BEGIN DATA SECTION

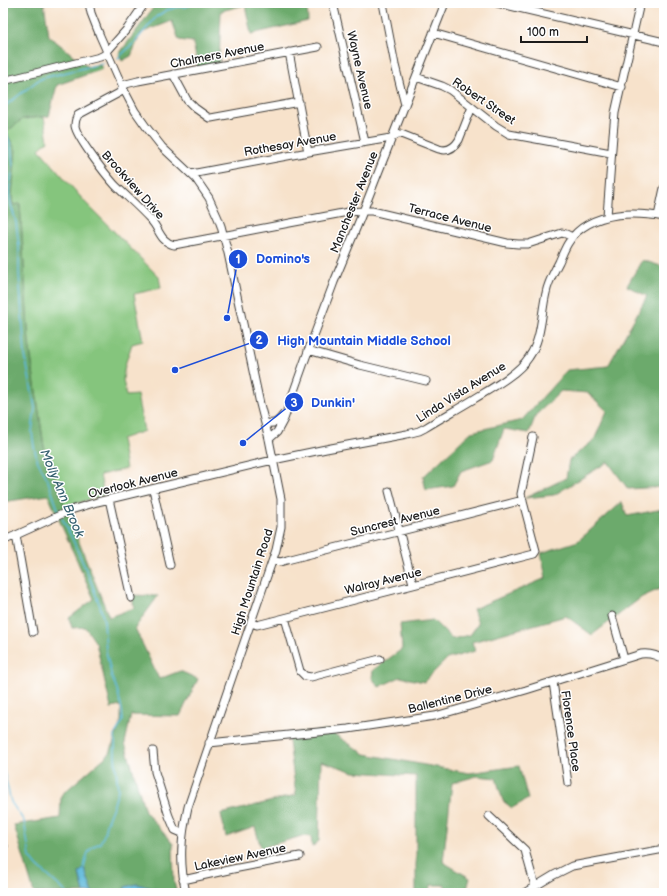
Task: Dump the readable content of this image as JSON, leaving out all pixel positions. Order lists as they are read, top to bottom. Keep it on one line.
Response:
{"streets":{"street":["Chalmers Avenue","Wayne Avenue","Robert Street","Rothesay Avenue","Brookview Drive","Manchester Avenue","Terrace Avenue","Linda Vista Avenue","Overlook Avenue","Suncrest Avenue","Walray Avenue","High Mountain Road","Ballentine Drive","Florence Place","Lakeview Avenue"]},"crossings":[["Chalmers Avenue","Brookview Drive"],["Chalmers Avenue","High Mountain Road"],["Wayne Avenue","Rothesay Avenue"],["Robert Street","Manchester Avenue"],["Rothesay Avenue","Manchester Avenue"],["Rothesay Avenue","High Mountain Road"],["Brookview Drive","Terrace Avenue"],["Brookview Drive","High Mountain Road"],["Manchester Avenue","Terrace Avenue"],["Manchester Avenue","High Mountain Road"],["Terrace Avenue","Linda Vista Avenue"],["Terrace Avenue","High Mountain Road"],["Linda Vista Avenue","Overlook Avenue"],["Linda Vista Avenue","High Mountain Road"],["Overlook Avenue","High Mountain Road"],["Suncrest Avenue","Walray Avenue"],["Suncrest Avenue","High Mountain Road"],["Walray Avenue","High Mountain Road"],["High Mountain Road","Ballentine Drive"],["High Mountain Road","Lakeview Avenue"],["Ballentine Drive","Florence Place"]],"water":["Molly Ann Brook"],"places":["Domino's","High Mountain Middle School","Dunkin'"],"scale_bar":"100 m"}
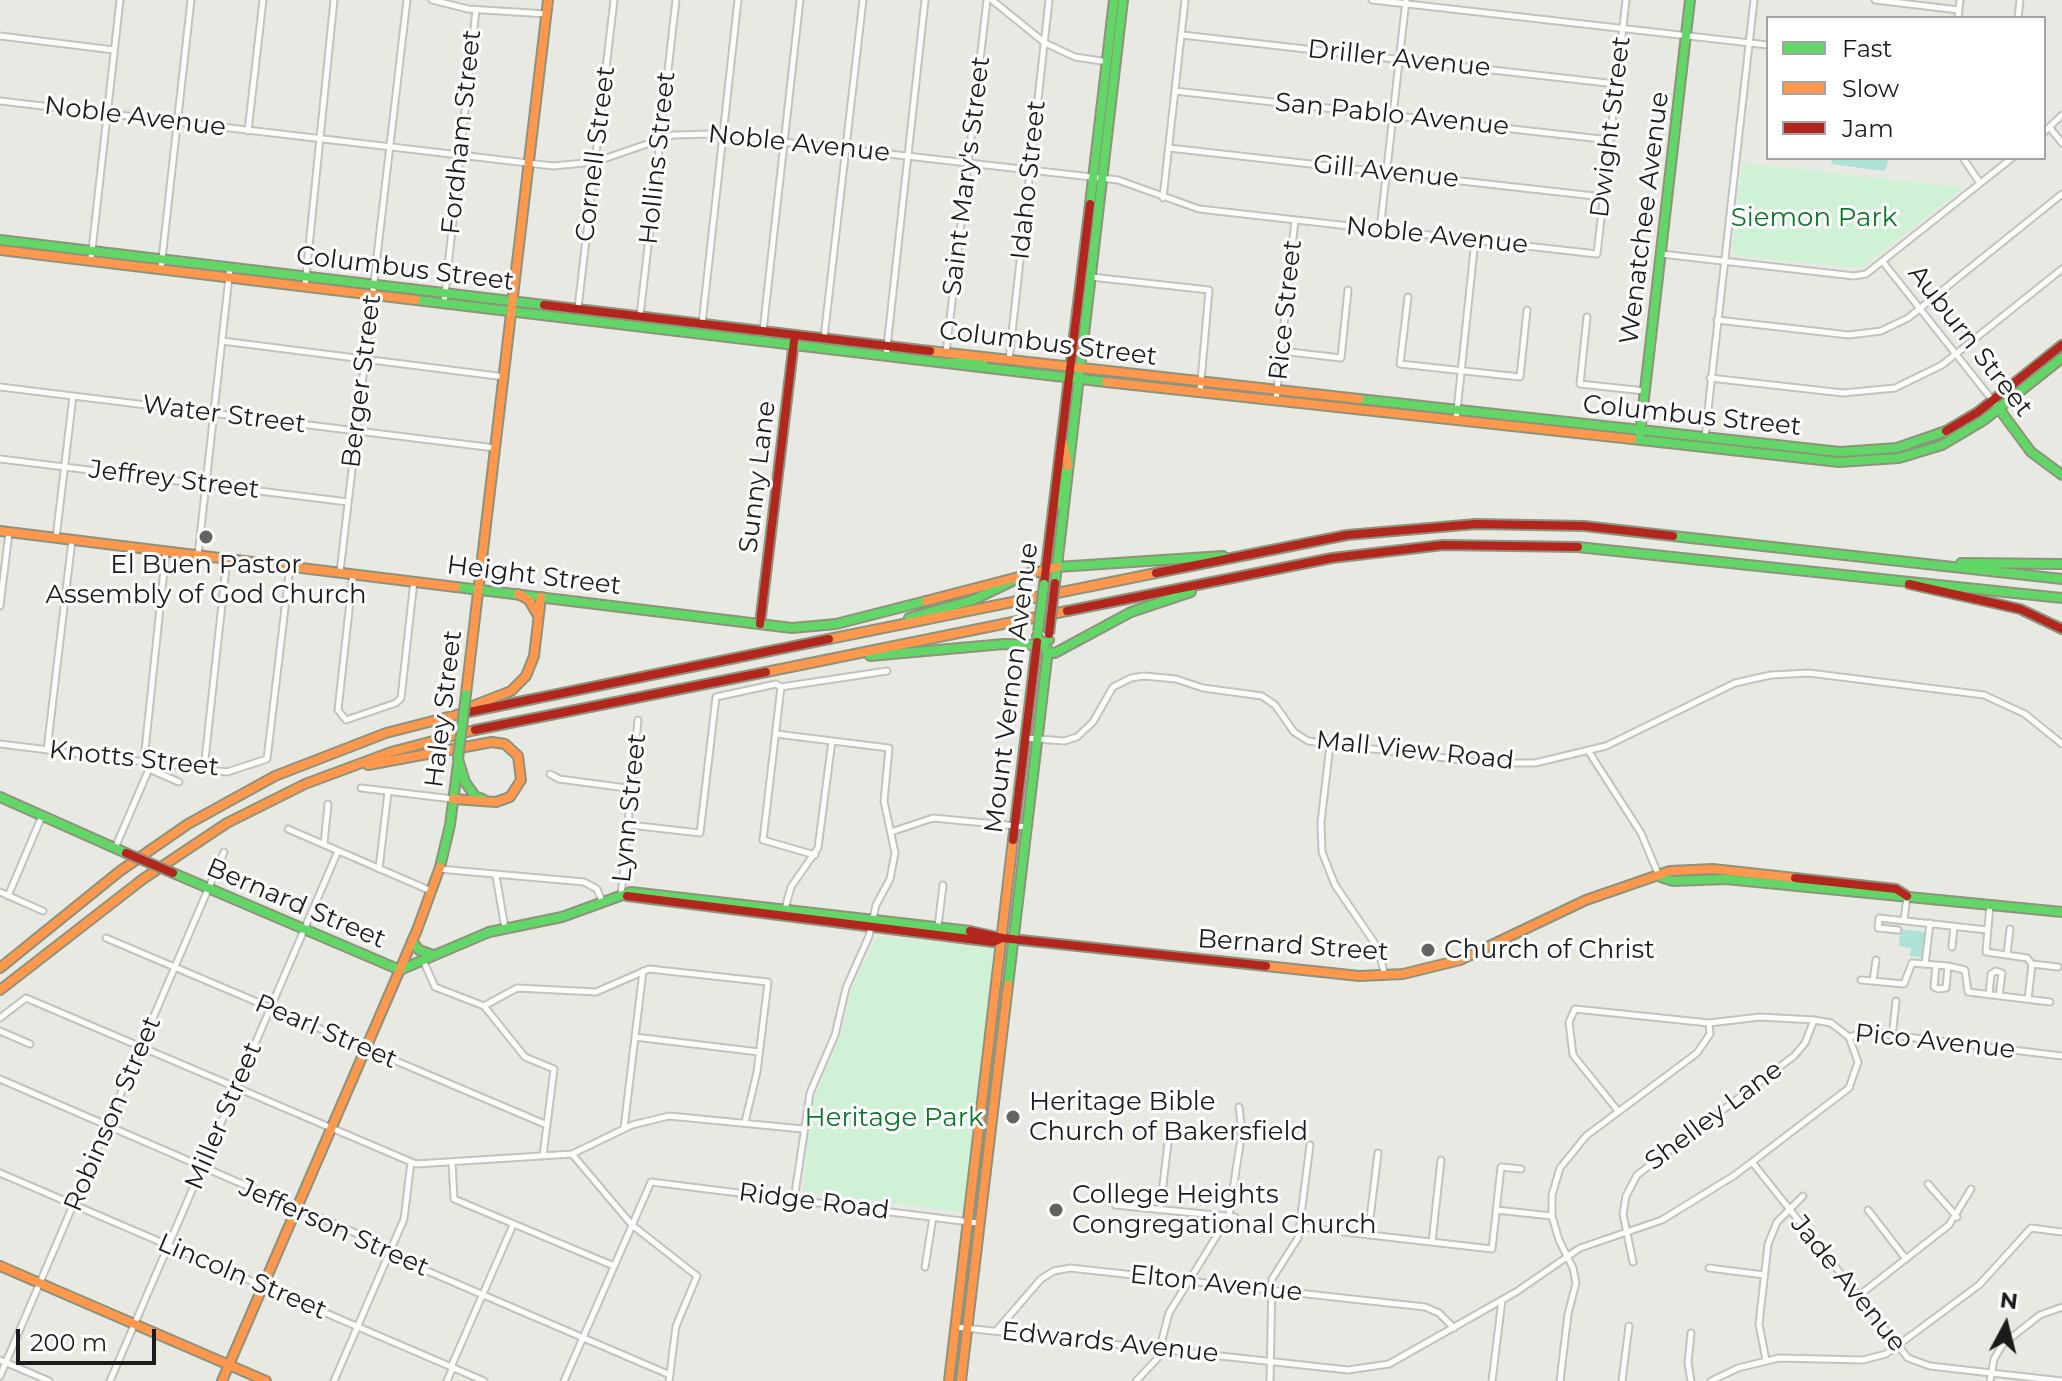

END DATA SECTION

EXERCISE AIM – Give back the material above word for word; no picture belongs in it.

EXERCISE RESPONSE –
Task: Dump the readable content of this image as JSON, leaving out all pixel positions. Order lists as they are read, top to bottom. Keep it on one line.
Response:
{"streets":{"street":["Chalmers Avenue","Wayne Avenue","Robert Street","Rothesay Avenue","Brookview Drive","Manchester Avenue","Terrace Avenue","Linda Vista Avenue","Overlook Avenue","Suncrest Avenue","Walray Avenue","High Mountain Road","Ballentine Drive","Florence Place","Lakeview Avenue"]},"crossings":[["Chalmers Avenue","Brookview Drive"],["Chalmers Avenue","High Mountain Road"],["Wayne Avenue","Rothesay Avenue"],["Robert Street","Manchester Avenue"],["Rothesay Avenue","Manchester Avenue"],["Rothesay Avenue","High Mountain Road"],["Brookview Drive","Terrace Avenue"],["Brookview Drive","High Mountain Road"],["Manchester Avenue","Terrace Avenue"],["Manchester Avenue","High Mountain Road"],["Terrace Avenue","Linda Vista Avenue"],["Terrace Avenue","High Mountain Road"],["Linda Vista Avenue","Overlook Avenue"],["Linda Vista Avenue","High Mountain Road"],["Overlook Avenue","High Mountain Road"],["Suncrest Avenue","Walray Avenue"],["Suncrest Avenue","High Mountain Road"],["Walray Avenue","High Mountain Road"],["High Mountain Road","Ballentine Drive"],["High Mountain Road","Lakeview Avenue"],["Ballentine Drive","Florence Place"]],"water":["Molly Ann Brook"],"places":["Domino's","High Mountain Middle School","Dunkin'"],"scale_bar":"100 m"}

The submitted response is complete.